Assim restaram seis estudantes que apresentaram uma concordância plena com o método de
Bacon, representando a maioria em relação às outras opções disponíveis. Como já podemos perceber,
a justificativa de tais estudantes se deu em uma afirmação método empirista, podemos observar essa
tendência tomando como exemplo um dos enunciados proferido por um dos estudantes:
A experiência é baseada na experimentação e não somente em hipóteses sem prova.
Portanto a explicação dos fenômenos é baseada em fatos. (E2)
Vimos, portanto nesse exemplo, uma aproximação muito grande com aquilo que próprio Bacon
considerava como seu método, onde o conhecimento só pode ser legitimado através de provas
experimentais concretas buscadas nos fatos.
Apesar de possuir bastante semelhança com os demais, tomemos a seguinte justificativa para a
análise:
A imaginação e as idéias dos pesquisadores criam a maneira de se provar uma teoria.

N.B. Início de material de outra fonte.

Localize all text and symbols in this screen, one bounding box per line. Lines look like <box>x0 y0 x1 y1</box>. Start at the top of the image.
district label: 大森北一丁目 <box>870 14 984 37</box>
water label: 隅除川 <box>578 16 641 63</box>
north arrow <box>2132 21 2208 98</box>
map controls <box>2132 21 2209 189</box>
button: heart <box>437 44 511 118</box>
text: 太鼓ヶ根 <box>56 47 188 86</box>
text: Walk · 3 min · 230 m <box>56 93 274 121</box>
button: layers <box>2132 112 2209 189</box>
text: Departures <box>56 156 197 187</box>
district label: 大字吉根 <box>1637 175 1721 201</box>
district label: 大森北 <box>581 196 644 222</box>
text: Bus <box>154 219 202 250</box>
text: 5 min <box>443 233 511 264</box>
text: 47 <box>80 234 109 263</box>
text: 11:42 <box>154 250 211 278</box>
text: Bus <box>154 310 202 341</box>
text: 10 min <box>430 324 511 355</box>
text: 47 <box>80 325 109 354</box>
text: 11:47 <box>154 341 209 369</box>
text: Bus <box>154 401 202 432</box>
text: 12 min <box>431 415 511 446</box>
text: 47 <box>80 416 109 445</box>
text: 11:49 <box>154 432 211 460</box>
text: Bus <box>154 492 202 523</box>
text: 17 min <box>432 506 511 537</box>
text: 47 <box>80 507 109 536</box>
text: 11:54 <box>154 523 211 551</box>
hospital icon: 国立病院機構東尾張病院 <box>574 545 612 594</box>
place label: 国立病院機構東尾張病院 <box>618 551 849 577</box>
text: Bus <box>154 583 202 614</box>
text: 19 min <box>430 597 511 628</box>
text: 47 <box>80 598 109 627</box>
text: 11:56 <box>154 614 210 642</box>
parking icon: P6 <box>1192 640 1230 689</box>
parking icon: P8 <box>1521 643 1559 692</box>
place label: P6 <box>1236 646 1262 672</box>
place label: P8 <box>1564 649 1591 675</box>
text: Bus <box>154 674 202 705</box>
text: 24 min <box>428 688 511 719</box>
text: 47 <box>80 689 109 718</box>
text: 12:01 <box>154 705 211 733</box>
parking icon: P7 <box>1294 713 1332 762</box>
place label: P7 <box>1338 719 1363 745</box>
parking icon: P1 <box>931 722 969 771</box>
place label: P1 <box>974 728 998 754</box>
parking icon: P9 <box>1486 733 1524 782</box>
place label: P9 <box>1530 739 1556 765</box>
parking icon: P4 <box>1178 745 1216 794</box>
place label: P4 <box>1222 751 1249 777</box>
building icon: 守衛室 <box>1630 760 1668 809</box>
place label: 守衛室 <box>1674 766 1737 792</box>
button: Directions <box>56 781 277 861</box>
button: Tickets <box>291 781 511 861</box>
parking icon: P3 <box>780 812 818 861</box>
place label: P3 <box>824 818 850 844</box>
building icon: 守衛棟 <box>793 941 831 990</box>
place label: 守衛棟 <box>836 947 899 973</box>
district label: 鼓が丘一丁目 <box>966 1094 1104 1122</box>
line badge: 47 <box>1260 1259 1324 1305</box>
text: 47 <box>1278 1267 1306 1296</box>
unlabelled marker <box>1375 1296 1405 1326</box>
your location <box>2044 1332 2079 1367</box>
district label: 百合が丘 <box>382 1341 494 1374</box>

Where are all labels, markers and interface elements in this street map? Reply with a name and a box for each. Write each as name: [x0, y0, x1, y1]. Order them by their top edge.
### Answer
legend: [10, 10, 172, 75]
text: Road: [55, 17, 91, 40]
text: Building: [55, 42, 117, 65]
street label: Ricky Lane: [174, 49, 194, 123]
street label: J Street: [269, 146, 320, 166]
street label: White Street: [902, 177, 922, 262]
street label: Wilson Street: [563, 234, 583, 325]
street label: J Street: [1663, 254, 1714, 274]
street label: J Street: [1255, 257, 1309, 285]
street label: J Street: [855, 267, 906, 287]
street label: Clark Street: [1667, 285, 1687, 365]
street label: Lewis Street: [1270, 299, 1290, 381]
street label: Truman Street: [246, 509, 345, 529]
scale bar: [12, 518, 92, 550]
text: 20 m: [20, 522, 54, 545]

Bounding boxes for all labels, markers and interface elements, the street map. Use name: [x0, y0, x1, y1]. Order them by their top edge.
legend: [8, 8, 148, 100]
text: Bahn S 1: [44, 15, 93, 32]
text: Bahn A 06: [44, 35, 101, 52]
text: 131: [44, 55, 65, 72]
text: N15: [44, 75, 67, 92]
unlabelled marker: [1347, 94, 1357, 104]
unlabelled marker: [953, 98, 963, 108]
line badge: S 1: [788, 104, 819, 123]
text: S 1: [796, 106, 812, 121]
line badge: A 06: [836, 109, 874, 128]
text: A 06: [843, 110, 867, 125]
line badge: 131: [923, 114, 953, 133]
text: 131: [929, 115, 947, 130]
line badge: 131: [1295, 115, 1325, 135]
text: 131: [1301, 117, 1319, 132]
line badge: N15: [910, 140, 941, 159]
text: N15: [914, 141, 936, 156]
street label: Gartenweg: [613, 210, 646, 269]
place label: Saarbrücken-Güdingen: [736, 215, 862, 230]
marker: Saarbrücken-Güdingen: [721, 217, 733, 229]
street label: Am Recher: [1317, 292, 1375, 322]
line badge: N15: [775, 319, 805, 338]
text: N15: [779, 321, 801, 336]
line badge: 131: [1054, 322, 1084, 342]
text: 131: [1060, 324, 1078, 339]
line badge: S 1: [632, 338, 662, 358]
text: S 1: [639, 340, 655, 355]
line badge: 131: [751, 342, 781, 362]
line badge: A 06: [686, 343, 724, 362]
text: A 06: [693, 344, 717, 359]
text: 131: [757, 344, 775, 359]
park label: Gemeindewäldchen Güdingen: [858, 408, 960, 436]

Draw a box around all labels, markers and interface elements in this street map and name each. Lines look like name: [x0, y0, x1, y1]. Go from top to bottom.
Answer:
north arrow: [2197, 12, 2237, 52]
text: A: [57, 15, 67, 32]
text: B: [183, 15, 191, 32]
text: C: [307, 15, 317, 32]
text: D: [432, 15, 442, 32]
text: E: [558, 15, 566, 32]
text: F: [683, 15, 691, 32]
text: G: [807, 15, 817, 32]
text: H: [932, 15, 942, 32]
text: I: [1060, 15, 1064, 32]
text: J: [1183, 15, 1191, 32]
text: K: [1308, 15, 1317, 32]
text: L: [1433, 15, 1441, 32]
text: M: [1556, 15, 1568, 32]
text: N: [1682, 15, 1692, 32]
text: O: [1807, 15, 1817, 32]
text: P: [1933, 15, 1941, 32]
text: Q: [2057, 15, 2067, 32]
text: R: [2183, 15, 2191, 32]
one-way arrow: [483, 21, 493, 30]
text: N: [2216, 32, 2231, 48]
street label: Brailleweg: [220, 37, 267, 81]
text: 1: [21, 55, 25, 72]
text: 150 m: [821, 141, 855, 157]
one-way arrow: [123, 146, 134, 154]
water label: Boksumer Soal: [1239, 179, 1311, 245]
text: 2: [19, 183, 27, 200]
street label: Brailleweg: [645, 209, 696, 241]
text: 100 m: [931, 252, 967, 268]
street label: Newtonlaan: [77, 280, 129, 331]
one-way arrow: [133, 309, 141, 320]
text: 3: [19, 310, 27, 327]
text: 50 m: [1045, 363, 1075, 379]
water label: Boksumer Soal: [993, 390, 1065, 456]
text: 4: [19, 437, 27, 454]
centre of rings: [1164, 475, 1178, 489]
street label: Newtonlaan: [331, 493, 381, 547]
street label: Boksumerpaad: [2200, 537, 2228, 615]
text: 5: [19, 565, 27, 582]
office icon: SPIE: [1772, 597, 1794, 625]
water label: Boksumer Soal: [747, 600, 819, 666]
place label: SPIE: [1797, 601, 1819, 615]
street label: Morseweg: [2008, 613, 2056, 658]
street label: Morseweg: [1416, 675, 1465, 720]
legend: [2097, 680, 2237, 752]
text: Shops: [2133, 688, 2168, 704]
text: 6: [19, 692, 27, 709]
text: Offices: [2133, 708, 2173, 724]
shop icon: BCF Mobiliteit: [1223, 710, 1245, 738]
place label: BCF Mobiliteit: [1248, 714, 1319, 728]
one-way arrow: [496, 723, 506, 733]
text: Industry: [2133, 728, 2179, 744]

Mas o que se obtém do experimento, já existe e só não foi descoberto ainda (“ a
natureza e a coisa própria”). (E3)
Tal resposta foi bastante interessante, pois apesar do estudante considerar importante a
imaginação e as idéias prévias de um pesquisador, o experimento sempre dará o julgamento final a
respeito do conhecimento científico.
Tomando uma conclusão geral em relação às opções assinaladas e as suas respectivas
justificativas, vimos que a visão empirista-indutivista de Francis Bacon tem uma aceitação considerável
entre os estudantes de pós-graduação em química. Esse resultado em si não foi um surpresa, isso
devido a forte tendência empirista-indutivista na educação científica, sobretudo na química, uma ciência
vista com um forte caráter experimental pelos os estudantes de uma maneira geral.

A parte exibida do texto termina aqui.